Nbdev: Create delightful software with Jupyter Notebooks

  • I love working with notebooks but hate the .ipynb file format with the burning passion of a thousand suns.

    For those of you who are similarly affected, you may want to try jupytext. It is a tiny package that converts threeway between ipynb, plain python files (whose comment blocks are interpreted as markdown cells) and plain markdown files (whose code blocks are interpreted as code cells). Moreover, if you have jupytext installed, then jupyter will read and write python and markdown files transparently as notebooks so that you don't need to deal with the stupid ipynb files anymore. This is nice because then you can track the evolution of notebooks easily in git, and your local graybeards can edit notebooks with a plain text editor, with no need of a web browser at all.

    Of course, the output cells are not saved, but this was always in bad taste anyway. If you want a nice html with the cell outputs you can run "jupyter nbconvert --execute --to html" from the command line (and yes, it will work with plain python or markdown files if you have jupytext installed).

    Why this is not part of jupyter proper is beyond me.

    EDIT: regarding nbdev, I would like to learn what are the advantages with respect to the minuscule jupytext thing. I'm particularly concerned by the soundness of the quarto dependency, which is a scary behemoth made by accretion of haskell and javascript.

  • Hamel here, one of the core developers on this project. I just want to say that we are really excited about this new release of nbdev and the added functionality it brings to users. The thing I'm most excited about is that you can use nbdev for more things than ever before, such as: Documenting existing codebases (even if they aren't written in nbdev), blog posts, books, presentations, etc.

    We also have an amazing notebook runner, as well as many other quality of life improvements. We will be adding more tutorials, walkthroughs and examples in the coming days. If you are interested in using nbdev please get in touch!

    Other resources:

    - A detailed walkthrough: https://www.youtube.com/watch?v=l7zS8Ld4_iA&t=3225s

    - Blog post: https://www.fast.ai/2022/07/28/nbdev-v2/

    - Documentation: https://nbdev.fast.ai/getting_started.html

    - Conversation b/w Jeremy Howard and JJ Allaire: https://youtu.be/xxVVSxcjNQs

  • I don't dislike notebooks, but I definitely have one foot in the "don't use notebooks for serious software" camp. I recently worked on a project where we're trying a notebook as the development platform for a data visualization report. The designer uses the notebook + bokeh to iterate on the report, and then we use nbconvert with some environment variables to create reports for different datasets.

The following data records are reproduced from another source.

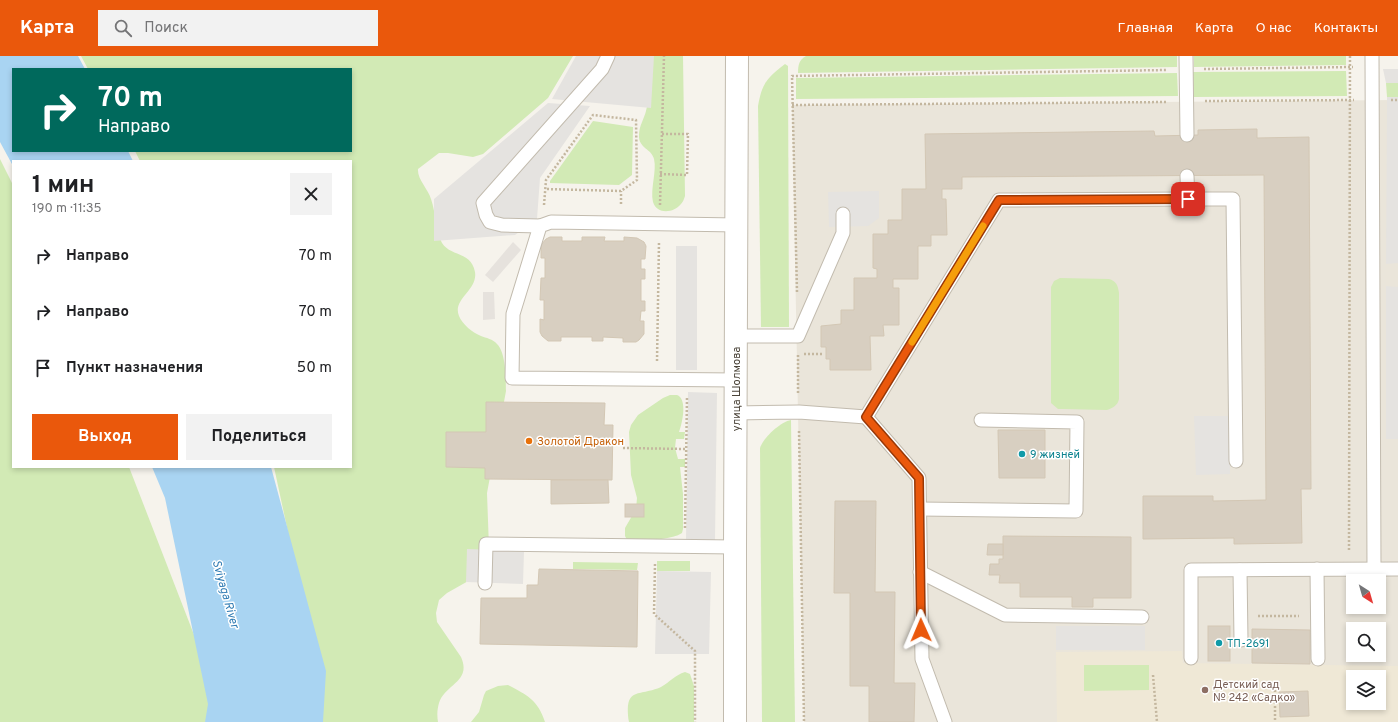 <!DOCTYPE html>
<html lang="ru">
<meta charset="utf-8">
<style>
:root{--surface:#fff;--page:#f2f2f2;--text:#202124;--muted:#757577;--accent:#ea580c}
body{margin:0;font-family:Overpass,sans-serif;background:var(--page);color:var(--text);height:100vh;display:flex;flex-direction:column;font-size:15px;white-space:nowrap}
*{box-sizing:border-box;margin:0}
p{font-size:13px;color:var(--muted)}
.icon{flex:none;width:22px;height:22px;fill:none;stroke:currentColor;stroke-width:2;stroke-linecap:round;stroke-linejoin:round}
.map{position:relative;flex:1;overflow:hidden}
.drawer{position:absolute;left:12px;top:104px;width:340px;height:308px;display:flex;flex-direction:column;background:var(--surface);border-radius:0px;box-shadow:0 2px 6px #0003}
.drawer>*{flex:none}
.banner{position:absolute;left:12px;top:12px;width:340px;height:84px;border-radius:0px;box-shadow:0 2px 6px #0003;background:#00695c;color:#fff;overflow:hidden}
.needle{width:26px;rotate:143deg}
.fabs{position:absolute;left:1346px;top:518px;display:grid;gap:8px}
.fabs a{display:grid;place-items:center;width:40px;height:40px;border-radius:0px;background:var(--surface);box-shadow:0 2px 6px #0003;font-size:20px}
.pin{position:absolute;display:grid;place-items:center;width:34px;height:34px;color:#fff;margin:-17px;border-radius:8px;box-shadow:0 2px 6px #0006}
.me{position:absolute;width:44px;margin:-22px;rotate:359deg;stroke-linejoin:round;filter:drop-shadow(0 0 3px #0008)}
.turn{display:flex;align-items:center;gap:14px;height:84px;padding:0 20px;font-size:18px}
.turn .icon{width:52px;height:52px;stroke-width:2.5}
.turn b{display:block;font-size:28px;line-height:34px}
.round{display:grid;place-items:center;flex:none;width:42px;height:42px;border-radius:0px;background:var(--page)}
.summary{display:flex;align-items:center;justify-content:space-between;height:68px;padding:0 20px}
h1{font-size:24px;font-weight:700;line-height:30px}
.cta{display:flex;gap:8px;margin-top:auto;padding:8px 20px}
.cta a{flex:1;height:46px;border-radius:0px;background:var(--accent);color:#fff;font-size:16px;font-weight:700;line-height:46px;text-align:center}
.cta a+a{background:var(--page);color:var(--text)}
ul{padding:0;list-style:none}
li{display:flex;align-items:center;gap:12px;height:56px;padding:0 20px}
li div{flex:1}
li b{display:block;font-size:15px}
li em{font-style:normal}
header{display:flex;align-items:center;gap:24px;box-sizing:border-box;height:56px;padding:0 20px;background:var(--accent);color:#fff}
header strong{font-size:19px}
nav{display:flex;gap:22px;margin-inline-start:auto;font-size:14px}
.search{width:280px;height:36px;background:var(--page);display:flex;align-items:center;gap:10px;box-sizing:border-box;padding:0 14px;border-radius:0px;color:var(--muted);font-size:15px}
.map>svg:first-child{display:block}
.residential{fill:#eae5da;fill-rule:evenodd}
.industrial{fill:#e6e2dd}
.education{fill:#efe8d6;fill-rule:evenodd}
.green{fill:#d2eab5}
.parking{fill:#e5e3e0}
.water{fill:#a9d4f2}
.building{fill:#d8cfc1;stroke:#d3c7b4}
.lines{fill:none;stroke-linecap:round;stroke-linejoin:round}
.service-casing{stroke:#c2bbae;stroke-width:15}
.tertiary-casing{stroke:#c2bbae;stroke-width:24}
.path{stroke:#c4b79f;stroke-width:2.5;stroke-dasharray:2 2;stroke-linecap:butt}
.service{stroke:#fff;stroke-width:13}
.tertiary{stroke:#fff;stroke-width:22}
.route-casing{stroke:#983908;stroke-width:10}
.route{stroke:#ea580c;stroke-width:7}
.slow{stroke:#f59e0b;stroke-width:7}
.food-dot{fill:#e8710a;stroke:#fff;stroke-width:1.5}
.culture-dot{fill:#0f9aa8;stroke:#fff;stroke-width:1.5}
.education-dot{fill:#8d6e63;stroke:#fff;stroke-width:1.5}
.labels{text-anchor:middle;stroke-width:3;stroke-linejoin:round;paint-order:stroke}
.street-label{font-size:11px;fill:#4b4439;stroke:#fff}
.food-label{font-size:11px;fill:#c56008;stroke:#fff;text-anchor:start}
.culture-label{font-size:11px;fill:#0d838f;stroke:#fff;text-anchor:start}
.education-label{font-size:11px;fill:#785e54;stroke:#fff;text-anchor:start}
.water-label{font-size:12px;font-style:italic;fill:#2e7ab2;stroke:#fff}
</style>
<header>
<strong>Карта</strong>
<div class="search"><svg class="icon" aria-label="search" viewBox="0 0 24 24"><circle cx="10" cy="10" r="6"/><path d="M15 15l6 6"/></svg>Поиск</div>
<nav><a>Главная</a><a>Карта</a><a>О нас</a><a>Контакты</a></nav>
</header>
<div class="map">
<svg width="1398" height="666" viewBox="0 0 1398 666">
<rect width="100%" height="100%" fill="#f6f3ec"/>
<path class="residential" d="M1398,44V666H804L792,49ZM1353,525H1379V551H1353ZM1353,573H1379V599H1353ZM1353,621H1379V647H1353Z"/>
<g class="industrial">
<path d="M513,186L521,194L493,226L485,219Z"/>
<path d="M483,236H494L495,263L483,264Z"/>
</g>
<path class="education" d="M1182,595L1183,607L1398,610V666H1057L1056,596ZM1353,621H1379V647H1353Z"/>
<g class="green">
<path d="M81,0H573L548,42L483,98L473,101L448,97H439L418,113C417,123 428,133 431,143C436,157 435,174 442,187C451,201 471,195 475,216C478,234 452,243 459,260C462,268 473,277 481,280C486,282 493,283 497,288C506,297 506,322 506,335L487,437L489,492L470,524L447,537L439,544L436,557L437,566L461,601C472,626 445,628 439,647C437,654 437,660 438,666H318V616L274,411H351V105H140L135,95H351V13H88Z"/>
<path d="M650,0H683L685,140C684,143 683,146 681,148C674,157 657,159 653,146C650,133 657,115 654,103C652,93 638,92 639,79C639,70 644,63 646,55C651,37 650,19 650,0Z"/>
<path d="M806,0H1177V11L798,17C798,9 799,4 806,0Z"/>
<path d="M1194,0H1346V9L1194,11Z"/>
<path d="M785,8L788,10L789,271H761L758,50C762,27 767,22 785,8Z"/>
<path d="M1346,15L1347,40L1194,41L1193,16Z"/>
<path d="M1177,17L1178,40L796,43V22Z"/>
<path d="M1386,27H1398V41H1387Z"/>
<path d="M593,65L633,71L632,119L619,129L550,127V125Z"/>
<path d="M0,103L13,129V411H129L222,651L217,666H0Z"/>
<path d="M1060,222L1109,223C1116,225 1118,229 1119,237V343C1118,349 1113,352 1107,354L1062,353H1058L1051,347V231L1054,225Z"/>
<path d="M670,339C671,339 676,339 677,339C688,343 682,368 679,376H685L684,383H676L675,392L678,403H685V411H680L683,438V473L682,477C670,485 641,484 627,484L625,480V472L636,453L637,442L631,419L629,376L631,369L638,359L663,342Z"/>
<path d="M791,364L795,666H762L760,392C763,382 780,366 791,364Z"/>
<rect x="657" y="505" width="33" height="10"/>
<path d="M573,506L638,507L637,514L573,513Z"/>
<path d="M1084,609H1149V634L1084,635Z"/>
<path d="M685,616L690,618L694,630V666H629C624,630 638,641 661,631C670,626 675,619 685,616Z"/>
<path d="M508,629C527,639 538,644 545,666H471L479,656L484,639L486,635L498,630Z"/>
</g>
<g class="parking">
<path d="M576,0H654L651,52L552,43Z"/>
<path d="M1383,13H1398V27H1386Z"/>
<path d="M1387,41H1398V207L1386,208Z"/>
<path d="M548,47L590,50L540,122L537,163L515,179L434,185V143Z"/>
<path d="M879,135V162L868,170L829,171L828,136Z"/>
<rect x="676" y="190" width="21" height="124"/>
<path d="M1386,230L1398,231V383H1386Z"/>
<path d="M688,336L717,337L715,484H686Z"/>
<path d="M1194,360H1230V418L1196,419Z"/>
<path d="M467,493L524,495L523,528L466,526Z"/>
<path d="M657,515L711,516L709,598H655Z"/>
<rect x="1056" y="570" width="89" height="24"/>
</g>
<g class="water">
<path d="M0,0H78L85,13H13V95H128L133,105H13V110L0,86Z"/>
<path d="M152,411H271L326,615L323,666H205L208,648L165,442Z"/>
</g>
<g class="building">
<path d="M1257,73V82L1309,81L1311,433H1301L1302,487L1234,488V482L1143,483V440H1213V445L1266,444L1264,119L962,121V133H942V143H946L947,179H931V190H918V223H893V232H899V269H883L884,280H870L871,314H830V303H826V291H821V270L841,268V254H854V222H877V213L873,212V178H888V164H902V133H926L925,78L1154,75L1155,80L1198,79V74Z"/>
<path d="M550,181H562V185H582V181H605L604,185H624V181L637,182L644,186L646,190L645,203H641V213H645V223H641V245H645V255H641L640,265H644V278L639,284L636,286H623V282L603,281V285H592V281H561V285H548L542,280L540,276V263L544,264V244H540L541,222H545V202H541V189L546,183Z"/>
<path d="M486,346L605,347L604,369H613L612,424L485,423V412L446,411V376H486Z"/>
<path d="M998,374H1045V422H999Z"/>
<path d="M551,424H608L609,447L551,448Z"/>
<path d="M835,445H876L875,536H895L894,627H915L914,666H869V630H850V537H834Z"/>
<rect x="625" y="448" width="19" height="13"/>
<path d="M1003,480L1131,481V542H1093V551H1072V541H1020V527H999L1000,519H989L990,508H999V503H1003Z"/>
<path d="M988,488H1003V499H987Z"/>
<path d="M539,513L638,515L637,591L480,588L481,542H527V529H538Z"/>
<rect x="1208" y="570" width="22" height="35"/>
<path d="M1252,573L1310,574V608L1252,607Z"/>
<path d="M1308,635L1309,660L1280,661L1279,636Z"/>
</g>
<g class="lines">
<g class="service-casing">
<g id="service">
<path d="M1186,0L1187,79"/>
<path d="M1372,0L1374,513"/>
<path d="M1187,120L1188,143H1233L1236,405"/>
<path d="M540,170L502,169L490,166L486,159L483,147L602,13L608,0"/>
<path d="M736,280H798L843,177V158"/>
<path d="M736,324L512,322L513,258L540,170L551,166L737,169"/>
<path d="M736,357L799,356L866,361L999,144L1188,143"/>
<path d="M866,361L919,422L922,603L945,666"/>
<path d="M920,453L1076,455L1077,366L981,364"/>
<path d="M1317,513L1318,603"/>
<path d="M1240,514L1241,584"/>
<path d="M920,516L1005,559L1142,561"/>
<path d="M485,527L486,488L735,491"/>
<path d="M1191,602V514L1398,513"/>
</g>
</g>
<g class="tertiary-casing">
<path id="tertiary" d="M735,666V491L737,0"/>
</g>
<g class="path">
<path d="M1204,13L1353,11"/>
<path d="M1391,44H1398"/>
<path d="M1205,45L1354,44"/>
<path d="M792,49L1168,46"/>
<path d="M660,118L687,119L688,78H662"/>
<path d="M621,148V135"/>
<path d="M544,149L546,124L593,59L636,64L637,124L621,135L545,133"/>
<path d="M660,149L664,0"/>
<path d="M797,236L792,20L1167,14"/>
<path d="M804,298H824"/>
<path d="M798,299V338"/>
<path d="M657,305L659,186"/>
<path d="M799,375L804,666"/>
<path d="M623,392L686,393"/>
<path d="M685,472L687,341"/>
<path d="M1349,494L1350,0"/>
<path d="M655,508L654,558L695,595V666"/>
<path d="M1258,560H1299"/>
<path d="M1153,619L1157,666"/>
<path d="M1275,634V666"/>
</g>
<use href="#service" class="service"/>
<use href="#tertiary" class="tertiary"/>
</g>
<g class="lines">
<g class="route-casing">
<path id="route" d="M921,574L919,422L866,361L999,144L1188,143"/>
</g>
<use href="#route" class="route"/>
<path class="slow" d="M912,286L983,170"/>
</g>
<circle class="food-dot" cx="529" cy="385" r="4"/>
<g class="culture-dot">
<circle cx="1022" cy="398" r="4"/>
<circle cx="1219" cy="587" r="4"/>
</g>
<circle class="education-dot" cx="1205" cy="634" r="4"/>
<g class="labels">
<g class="street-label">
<text transform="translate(736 333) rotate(-90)" y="4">улица Шолмова</text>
</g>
<g class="food-label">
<text x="537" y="389">Золотой Дракон</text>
</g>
<g class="culture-label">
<text x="1030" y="402">9 жизней</text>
<text x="1227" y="591">ТП-2691</text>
</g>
<g class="education-label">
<text x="1213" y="632">Детский сад<tspan x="1213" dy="13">№ 242 «Садко»</tspan></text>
</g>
<g class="water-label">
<text transform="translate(226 538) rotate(74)" y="4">Sviyaga River</text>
</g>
</g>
</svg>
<div class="fabs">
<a><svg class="needle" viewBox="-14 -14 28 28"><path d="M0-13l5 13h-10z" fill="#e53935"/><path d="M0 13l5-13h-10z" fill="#757577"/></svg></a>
<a><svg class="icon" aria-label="search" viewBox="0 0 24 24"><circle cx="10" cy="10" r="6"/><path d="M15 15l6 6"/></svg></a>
<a><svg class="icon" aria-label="layers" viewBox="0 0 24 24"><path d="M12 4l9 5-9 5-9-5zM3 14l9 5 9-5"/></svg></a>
</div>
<div class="pin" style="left:1188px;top:143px;background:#d93025"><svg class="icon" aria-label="arrive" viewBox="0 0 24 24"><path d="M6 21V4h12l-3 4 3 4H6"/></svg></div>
<svg class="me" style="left:921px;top:574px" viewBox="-20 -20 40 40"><path d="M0-17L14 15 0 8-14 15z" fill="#ea580c" stroke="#fff" stroke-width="4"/></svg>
<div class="banner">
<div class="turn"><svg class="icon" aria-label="right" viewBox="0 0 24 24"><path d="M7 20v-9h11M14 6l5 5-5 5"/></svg><div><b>70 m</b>Направо</div></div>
</div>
<section class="drawer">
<div class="summary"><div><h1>1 мин</h1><p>190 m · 11:35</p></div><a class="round"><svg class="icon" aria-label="close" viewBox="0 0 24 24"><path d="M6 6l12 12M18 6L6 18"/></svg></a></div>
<ul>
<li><svg class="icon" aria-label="right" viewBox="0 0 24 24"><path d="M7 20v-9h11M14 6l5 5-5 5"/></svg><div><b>Направо</b></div><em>70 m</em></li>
<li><svg class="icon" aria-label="right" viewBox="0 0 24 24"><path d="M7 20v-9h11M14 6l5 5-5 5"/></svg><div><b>Направо</b></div><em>70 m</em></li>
<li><svg class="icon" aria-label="arrive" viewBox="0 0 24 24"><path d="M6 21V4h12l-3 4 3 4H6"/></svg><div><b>Пункт назначения</b></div><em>50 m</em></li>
</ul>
<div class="cta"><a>Выход</a><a>Поделиться</a></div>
</section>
</div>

    My biggest issue with this paradigm is we actually had a lot of problem getting notebook development to work consistently bug-free on the various environments we have (Windows, Linux, VScode vs in-browser Jupyter, etc). It seemed like it would've been so much easier to just use a vanilla python script that generates the html report files. With hot reloading the iteration could be just as fast.

    The other issue is that everything was horribly slow with the amount of data we were dealing with (~150MB of json). This is probably more related to python/bokeh than the notebooks themselves, but it meant that re-executing some cells was painful and would often hang or block the IDE.

  • A from-scratch rewrite of nbdev was released today -- details on what's new are in the launch post:

    https://www.fast.ai/2022/07/28/nbdev-v2/

    Let me know if you have any questions or comments -- I'm the lead dev on the project. (If you're in the "I don't like notebooks" camp, please watch this first: https://www.youtube.com/watch?v=9Q6sLbz37gk )

  • This looks great! I'm curious though if there are ways to get a bit more control over page layout. For example, can you put three charts on one page and have them resize appropriately? Or put two charts next to each other (without relying on the charting library itself)? This functionality is pretty important for our use case, but I've been assuming that notebook-style formats, when they output to pdfs or a printed page, are just going to output html that gets split up by the rendering engine.